Antimicrobials eliminating beta-glucuronidase-producing bacteria in the intestine (e.g. aminoglycoside, cephalosporin, fluoroquinolone, and penicillin classes of antimicrobials) may interfere with the MPAG/MPA enterohepatic recirculation thus leading to reduced systemic MPA exposure. Information concerning antibiotics is as follows:

  • Trimethoprim/Sulfamethoxazole: Following single-dose administration of MMF (1.5 g) to 12 healthy male volunteers on day 8 of a 10-day course of trimethoprim 160 mg/sulfamethoxazole 800 mg administered twice daily, no effect on the bioavailability of MPA was observed. The mean (±SD) AUC and Cmaxof MPA after concomitant administration were 75.2 (±19.8) mcg·h/mL and 34.0 (±6.6) µg/mL, respectively, compared to 79.2 (±27.9) mcg·h/mL and 34.2 (±10.7) mcg/mL, respectively, after administration of MMF alone.

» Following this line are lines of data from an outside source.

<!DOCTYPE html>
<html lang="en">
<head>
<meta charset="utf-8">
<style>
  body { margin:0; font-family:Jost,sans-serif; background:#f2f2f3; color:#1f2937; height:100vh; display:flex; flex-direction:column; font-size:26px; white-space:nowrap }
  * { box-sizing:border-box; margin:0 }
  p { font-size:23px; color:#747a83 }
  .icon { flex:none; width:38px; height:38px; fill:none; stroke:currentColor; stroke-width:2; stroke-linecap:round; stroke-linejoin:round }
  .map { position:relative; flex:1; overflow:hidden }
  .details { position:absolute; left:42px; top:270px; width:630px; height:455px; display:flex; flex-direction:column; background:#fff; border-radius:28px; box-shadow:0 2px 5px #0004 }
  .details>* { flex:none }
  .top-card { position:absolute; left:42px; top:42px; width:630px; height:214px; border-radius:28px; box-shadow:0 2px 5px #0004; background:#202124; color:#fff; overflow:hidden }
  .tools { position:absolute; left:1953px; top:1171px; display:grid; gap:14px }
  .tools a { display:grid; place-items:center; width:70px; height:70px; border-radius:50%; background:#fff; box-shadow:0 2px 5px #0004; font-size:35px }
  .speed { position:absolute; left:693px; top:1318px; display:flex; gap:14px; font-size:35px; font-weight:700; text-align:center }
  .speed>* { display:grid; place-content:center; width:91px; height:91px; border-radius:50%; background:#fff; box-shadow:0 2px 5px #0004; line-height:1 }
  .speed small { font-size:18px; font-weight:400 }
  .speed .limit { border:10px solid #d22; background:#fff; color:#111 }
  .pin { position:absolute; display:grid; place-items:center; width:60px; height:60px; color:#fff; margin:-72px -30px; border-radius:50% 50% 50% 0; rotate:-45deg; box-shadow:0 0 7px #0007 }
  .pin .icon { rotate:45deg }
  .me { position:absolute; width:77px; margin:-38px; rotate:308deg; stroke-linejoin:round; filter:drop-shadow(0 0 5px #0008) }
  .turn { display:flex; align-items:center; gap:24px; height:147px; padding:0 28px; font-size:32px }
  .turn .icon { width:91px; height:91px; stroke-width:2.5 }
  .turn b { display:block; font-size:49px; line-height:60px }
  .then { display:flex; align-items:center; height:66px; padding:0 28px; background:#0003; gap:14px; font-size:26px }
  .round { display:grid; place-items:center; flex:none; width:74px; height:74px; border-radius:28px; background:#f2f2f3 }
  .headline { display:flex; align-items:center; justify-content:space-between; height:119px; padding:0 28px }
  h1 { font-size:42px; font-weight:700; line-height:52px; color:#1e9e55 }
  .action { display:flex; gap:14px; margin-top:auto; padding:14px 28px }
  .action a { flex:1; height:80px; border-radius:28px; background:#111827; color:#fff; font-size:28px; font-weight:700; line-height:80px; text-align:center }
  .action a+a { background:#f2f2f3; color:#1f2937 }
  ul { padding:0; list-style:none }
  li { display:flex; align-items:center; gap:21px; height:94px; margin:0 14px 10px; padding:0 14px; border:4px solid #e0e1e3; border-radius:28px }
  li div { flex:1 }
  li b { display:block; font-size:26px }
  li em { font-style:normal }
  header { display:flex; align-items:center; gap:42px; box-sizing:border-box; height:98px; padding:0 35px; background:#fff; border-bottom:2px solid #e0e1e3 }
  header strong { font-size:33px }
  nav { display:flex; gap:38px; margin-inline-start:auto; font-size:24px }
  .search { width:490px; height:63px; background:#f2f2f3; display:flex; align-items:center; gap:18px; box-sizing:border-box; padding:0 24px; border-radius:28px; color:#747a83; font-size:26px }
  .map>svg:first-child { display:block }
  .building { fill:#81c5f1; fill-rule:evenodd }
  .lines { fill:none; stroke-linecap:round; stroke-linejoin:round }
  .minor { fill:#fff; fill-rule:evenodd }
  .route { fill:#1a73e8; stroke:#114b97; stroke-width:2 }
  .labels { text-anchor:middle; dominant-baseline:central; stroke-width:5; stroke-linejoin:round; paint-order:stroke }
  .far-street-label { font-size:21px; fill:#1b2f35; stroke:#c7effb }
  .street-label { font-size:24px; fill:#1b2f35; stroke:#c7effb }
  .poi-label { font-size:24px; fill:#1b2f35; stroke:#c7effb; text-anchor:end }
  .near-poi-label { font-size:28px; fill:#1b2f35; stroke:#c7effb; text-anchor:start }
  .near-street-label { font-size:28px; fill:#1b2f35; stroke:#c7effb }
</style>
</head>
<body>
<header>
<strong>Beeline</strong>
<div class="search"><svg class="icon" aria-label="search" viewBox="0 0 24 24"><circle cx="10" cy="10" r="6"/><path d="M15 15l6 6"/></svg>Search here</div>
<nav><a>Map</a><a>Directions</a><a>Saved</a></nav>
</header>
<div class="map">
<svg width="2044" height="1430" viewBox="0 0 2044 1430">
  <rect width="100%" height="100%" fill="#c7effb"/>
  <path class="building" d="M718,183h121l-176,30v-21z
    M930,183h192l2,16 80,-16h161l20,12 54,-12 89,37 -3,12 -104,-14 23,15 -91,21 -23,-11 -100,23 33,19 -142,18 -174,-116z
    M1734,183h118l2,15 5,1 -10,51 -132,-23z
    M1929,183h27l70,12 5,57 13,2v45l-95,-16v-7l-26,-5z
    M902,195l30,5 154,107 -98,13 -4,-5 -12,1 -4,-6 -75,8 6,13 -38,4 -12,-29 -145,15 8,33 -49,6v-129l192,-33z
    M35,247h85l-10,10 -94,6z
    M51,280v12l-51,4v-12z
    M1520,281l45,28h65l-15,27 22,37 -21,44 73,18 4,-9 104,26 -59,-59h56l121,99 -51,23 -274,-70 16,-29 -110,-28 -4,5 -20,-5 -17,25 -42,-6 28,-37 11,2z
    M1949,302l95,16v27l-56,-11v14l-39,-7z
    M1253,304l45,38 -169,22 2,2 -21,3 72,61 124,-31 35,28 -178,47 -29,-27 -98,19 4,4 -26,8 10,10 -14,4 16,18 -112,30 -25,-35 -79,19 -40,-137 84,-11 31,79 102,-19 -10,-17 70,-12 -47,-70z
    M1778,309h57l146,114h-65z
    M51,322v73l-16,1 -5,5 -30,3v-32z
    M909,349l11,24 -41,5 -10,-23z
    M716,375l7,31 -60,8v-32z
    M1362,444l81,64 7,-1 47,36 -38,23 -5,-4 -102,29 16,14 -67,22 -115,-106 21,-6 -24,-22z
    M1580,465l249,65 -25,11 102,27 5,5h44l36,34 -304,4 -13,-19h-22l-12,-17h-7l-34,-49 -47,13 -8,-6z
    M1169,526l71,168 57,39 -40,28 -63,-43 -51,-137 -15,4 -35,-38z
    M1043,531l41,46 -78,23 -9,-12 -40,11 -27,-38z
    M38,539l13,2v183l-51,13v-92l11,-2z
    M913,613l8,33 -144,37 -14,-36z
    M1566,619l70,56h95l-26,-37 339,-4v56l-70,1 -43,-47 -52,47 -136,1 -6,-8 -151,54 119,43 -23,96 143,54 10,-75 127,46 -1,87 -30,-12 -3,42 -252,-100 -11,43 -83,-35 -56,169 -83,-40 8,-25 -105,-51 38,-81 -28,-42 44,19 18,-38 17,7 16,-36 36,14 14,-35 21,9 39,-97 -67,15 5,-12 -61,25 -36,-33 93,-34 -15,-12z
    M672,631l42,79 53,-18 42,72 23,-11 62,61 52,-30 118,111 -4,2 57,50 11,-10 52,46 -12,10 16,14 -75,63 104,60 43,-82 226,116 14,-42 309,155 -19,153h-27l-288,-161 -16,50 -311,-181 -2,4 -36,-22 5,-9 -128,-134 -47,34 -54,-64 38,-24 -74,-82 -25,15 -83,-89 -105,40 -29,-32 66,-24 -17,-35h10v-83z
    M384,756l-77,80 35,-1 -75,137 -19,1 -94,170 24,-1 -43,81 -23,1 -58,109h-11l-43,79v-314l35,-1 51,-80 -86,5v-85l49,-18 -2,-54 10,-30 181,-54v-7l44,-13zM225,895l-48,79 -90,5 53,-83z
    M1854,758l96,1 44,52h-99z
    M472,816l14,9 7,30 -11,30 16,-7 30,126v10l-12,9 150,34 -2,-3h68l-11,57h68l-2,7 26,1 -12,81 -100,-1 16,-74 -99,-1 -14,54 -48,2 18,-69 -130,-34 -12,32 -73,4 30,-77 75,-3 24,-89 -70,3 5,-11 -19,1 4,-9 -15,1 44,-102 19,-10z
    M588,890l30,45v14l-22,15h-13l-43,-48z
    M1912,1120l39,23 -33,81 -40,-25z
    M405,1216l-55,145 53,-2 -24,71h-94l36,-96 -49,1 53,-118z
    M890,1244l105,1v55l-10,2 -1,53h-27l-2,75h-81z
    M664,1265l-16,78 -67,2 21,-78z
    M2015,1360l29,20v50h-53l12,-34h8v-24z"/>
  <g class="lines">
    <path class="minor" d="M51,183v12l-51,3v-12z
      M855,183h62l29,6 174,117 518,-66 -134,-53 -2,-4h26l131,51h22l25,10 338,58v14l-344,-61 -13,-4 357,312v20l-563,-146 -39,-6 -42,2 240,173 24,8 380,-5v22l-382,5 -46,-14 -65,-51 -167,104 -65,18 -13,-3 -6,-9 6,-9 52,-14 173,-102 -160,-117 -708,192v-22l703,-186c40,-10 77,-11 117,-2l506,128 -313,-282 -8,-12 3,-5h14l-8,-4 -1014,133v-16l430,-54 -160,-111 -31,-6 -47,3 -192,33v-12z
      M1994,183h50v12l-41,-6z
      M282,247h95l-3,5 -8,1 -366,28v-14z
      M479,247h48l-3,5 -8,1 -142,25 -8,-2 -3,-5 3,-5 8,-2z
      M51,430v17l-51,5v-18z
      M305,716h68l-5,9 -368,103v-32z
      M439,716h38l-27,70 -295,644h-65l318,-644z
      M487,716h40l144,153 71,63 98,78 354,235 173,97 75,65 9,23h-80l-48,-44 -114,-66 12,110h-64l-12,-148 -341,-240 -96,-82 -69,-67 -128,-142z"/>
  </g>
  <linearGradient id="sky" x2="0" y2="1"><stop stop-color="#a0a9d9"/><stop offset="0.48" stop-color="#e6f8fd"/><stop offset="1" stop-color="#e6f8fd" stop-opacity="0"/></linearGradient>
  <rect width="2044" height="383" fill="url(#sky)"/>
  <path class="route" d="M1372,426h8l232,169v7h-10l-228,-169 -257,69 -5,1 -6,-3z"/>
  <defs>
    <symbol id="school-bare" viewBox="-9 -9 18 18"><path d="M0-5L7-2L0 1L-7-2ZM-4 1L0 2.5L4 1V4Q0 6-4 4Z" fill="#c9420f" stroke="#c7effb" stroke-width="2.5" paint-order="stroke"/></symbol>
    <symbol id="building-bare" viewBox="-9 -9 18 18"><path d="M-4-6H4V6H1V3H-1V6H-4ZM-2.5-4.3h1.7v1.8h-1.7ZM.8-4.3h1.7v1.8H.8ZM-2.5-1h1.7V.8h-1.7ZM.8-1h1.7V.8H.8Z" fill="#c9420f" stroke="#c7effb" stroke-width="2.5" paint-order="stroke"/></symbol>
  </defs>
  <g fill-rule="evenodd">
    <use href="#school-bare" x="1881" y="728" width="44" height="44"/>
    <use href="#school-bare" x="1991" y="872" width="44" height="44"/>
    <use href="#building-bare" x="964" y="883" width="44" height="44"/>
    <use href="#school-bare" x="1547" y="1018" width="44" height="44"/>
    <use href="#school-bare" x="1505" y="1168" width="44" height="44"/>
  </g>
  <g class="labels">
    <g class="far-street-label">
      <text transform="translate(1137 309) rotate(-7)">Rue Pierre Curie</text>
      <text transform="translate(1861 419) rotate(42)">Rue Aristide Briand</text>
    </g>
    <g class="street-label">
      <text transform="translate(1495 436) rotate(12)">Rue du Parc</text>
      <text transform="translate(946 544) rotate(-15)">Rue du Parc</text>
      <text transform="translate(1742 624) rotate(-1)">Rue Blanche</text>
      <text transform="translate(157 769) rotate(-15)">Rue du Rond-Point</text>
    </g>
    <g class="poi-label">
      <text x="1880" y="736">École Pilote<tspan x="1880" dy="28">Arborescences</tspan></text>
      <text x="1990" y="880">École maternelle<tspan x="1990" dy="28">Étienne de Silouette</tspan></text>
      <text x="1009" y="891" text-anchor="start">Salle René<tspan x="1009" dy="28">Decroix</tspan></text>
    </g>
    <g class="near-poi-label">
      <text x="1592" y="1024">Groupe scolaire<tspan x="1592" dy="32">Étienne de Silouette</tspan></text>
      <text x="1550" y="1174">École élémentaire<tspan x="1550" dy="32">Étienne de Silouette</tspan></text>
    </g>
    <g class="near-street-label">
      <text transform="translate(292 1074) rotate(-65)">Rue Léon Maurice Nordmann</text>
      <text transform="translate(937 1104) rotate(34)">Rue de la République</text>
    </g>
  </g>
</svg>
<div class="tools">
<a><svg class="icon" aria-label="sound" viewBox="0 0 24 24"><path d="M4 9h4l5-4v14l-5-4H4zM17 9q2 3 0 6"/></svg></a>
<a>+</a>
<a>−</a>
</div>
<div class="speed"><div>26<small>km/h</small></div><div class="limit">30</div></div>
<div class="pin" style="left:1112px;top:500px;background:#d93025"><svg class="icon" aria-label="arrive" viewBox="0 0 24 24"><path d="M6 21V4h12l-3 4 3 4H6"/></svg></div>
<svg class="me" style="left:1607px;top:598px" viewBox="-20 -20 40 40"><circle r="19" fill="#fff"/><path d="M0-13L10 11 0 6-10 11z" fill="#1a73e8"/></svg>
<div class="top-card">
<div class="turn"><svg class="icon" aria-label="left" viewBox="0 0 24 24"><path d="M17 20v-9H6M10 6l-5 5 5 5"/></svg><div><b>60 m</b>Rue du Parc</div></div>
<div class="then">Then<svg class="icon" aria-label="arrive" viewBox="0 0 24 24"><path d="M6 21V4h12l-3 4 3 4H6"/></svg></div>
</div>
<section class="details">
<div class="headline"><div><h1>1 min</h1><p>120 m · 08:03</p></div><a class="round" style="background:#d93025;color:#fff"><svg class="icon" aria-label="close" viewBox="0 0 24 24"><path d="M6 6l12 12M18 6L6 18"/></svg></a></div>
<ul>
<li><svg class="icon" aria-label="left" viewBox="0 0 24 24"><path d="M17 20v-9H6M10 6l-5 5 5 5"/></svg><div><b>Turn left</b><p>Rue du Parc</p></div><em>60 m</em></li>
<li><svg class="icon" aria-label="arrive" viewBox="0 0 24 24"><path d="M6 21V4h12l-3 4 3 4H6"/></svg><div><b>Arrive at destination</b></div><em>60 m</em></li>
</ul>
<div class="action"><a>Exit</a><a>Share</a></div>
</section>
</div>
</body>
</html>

  • Norfloxacin and Metronidazole: Following single-dose administration of MMF (1 g) to 11 healthy volunteers on day 4 of a 5-day course of a combination of norfloxacin and metronidazole, the mean MPA AUC(0-48h) was significantly reduced by 33% compared to the administration of MMF alone (p<0.05). The mean (±SD) MPA AUC(0-48h) after coadministration of MMF with norfloxacin or metronidazole separately was 48.3 (±24) mcg·h/mL and 42.7 (±23) mcg·h/mL, respectively, compared with 56.2 (±24) mcg·h/mL after administration of MMF alone.
  • Ciprofloxacin and Amoxicillin Plus Clavulanic Acid: A total of 64 Mycophenolate mofetil -treated kidney transplant recipients received either oral ciprofloxacin 500 mg twice daily or amoxicillin plus clavulanic acid 375 mg three times daily for 7 or at least 14 days, respectively. Approximately 50% reductions in median trough MPA concentrations (pre-dose) from baseline (Mycophenolate mofetil alone) were observed in 3 days following commencement of oral ciprofloxacin or amoxicillin plus clavulanic acid. These reductions in trough MPA concentrations tended to diminish within 14 days of antimicrobial therapy and ceased within 3 days of discontinuation of antibiotics.
  • Rifampin: In a single heart-lung transplant patient, after correction for dose, a 67% decrease in MPA exposure (AUC(0-12h)) has been observed with concomitant administration of MMF and rifampin.